BEGIN
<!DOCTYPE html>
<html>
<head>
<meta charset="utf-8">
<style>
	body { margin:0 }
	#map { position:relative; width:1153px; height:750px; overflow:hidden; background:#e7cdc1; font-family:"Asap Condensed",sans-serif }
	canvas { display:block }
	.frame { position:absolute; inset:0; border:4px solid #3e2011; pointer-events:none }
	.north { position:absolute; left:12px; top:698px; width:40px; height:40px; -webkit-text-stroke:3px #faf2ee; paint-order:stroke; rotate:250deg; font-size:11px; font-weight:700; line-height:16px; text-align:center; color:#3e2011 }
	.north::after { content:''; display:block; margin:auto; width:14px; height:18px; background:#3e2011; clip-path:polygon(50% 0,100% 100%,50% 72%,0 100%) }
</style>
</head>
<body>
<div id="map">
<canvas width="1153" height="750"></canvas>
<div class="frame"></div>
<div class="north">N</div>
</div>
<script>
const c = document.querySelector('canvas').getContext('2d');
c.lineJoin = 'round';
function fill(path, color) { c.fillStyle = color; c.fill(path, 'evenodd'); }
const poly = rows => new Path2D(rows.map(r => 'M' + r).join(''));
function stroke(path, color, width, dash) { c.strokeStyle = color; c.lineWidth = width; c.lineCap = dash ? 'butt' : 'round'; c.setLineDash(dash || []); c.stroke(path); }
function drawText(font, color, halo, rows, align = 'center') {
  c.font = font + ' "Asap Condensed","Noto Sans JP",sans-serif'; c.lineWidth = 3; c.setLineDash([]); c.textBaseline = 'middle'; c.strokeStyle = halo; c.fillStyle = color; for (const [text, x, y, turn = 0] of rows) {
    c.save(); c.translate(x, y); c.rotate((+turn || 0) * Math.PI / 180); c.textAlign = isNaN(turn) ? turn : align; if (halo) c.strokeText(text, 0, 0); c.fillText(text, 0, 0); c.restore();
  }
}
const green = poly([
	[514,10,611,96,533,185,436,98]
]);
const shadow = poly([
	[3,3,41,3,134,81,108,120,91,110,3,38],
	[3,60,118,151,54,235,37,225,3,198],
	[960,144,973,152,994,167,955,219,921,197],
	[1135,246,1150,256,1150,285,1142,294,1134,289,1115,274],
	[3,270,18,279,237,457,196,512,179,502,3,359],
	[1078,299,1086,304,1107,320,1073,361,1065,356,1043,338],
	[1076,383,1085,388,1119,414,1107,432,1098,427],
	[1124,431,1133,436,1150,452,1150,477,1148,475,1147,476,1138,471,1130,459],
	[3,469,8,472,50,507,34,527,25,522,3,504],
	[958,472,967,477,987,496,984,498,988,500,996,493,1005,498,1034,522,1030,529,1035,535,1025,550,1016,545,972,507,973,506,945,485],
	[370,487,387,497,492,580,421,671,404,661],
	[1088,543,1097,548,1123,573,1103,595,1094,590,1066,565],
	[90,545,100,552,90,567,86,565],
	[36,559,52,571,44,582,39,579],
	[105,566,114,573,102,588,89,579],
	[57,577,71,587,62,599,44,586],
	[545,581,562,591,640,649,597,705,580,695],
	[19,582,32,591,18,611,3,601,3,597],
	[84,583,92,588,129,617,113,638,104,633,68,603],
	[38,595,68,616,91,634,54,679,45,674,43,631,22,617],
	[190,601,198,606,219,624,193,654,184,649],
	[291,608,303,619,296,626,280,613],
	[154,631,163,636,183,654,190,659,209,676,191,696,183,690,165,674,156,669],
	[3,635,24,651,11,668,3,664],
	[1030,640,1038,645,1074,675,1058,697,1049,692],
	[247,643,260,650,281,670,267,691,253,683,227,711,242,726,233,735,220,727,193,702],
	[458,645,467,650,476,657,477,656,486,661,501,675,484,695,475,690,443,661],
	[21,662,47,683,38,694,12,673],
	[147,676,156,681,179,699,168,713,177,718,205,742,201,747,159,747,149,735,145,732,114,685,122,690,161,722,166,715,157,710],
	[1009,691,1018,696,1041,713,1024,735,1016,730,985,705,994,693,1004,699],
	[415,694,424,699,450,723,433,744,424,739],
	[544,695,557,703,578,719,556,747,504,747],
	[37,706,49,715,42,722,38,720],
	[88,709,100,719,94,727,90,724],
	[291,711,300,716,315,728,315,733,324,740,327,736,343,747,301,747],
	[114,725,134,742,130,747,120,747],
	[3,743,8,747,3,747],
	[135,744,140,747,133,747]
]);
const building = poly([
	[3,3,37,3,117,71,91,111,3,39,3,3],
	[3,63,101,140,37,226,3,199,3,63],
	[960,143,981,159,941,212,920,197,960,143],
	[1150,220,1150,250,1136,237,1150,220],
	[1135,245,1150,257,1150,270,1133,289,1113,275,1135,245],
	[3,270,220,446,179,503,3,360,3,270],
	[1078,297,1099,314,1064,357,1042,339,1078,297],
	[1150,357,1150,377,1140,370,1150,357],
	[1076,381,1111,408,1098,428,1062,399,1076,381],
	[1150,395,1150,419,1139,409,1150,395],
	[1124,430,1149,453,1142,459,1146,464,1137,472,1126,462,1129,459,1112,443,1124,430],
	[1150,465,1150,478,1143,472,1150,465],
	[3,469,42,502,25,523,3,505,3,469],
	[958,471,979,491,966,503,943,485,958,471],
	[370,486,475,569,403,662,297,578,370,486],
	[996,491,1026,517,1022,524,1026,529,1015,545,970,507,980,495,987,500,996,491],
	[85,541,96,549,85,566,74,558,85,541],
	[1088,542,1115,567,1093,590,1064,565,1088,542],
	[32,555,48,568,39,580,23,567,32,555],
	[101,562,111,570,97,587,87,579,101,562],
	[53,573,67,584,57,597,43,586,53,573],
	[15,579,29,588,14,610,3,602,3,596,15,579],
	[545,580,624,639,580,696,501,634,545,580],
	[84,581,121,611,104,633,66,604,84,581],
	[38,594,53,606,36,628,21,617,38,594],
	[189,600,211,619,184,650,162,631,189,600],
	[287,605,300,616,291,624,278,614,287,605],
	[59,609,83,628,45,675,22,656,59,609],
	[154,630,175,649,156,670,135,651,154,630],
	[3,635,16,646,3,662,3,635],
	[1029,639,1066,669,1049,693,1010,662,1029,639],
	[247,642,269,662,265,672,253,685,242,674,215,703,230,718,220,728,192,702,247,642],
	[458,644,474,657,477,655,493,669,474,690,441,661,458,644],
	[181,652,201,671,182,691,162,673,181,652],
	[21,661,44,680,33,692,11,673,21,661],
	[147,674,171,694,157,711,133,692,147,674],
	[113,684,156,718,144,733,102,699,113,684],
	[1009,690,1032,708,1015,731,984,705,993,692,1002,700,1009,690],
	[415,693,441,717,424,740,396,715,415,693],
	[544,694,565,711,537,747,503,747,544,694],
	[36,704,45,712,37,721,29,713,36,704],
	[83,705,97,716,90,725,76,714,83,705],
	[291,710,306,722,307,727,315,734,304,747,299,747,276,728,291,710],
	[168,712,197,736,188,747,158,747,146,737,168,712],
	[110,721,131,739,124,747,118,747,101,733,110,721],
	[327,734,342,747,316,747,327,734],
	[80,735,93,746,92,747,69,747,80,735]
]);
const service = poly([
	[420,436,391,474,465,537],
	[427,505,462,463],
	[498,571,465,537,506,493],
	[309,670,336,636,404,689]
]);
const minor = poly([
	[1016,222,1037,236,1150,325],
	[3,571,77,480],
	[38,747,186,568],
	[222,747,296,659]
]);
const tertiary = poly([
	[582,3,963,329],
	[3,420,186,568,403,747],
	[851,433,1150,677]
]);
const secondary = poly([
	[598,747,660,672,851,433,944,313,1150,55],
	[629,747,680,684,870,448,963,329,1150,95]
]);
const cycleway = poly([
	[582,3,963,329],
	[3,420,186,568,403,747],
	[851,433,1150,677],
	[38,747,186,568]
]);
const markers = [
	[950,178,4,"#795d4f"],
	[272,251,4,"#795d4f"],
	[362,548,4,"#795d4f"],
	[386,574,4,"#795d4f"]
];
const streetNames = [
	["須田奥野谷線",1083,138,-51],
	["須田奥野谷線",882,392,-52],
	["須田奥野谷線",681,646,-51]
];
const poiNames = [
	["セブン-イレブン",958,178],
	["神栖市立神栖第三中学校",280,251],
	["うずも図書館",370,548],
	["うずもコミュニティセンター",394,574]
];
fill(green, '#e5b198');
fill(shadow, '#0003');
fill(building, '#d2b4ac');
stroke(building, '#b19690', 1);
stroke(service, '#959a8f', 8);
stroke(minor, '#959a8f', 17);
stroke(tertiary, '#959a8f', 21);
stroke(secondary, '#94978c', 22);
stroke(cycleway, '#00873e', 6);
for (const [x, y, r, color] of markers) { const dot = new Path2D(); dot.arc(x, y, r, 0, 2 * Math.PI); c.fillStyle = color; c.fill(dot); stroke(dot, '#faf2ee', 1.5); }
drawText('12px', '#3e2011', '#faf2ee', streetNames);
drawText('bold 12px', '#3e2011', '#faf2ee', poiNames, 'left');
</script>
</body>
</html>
END
● TASK INSTRUCTIONS
Collect every line above that contains the word "canvas".

● RESPONSE BELOW
	canvas { display:block }
<canvas width="1153" height="750"></canvas>
const c = document.querySelector('canvas').getContext('2d');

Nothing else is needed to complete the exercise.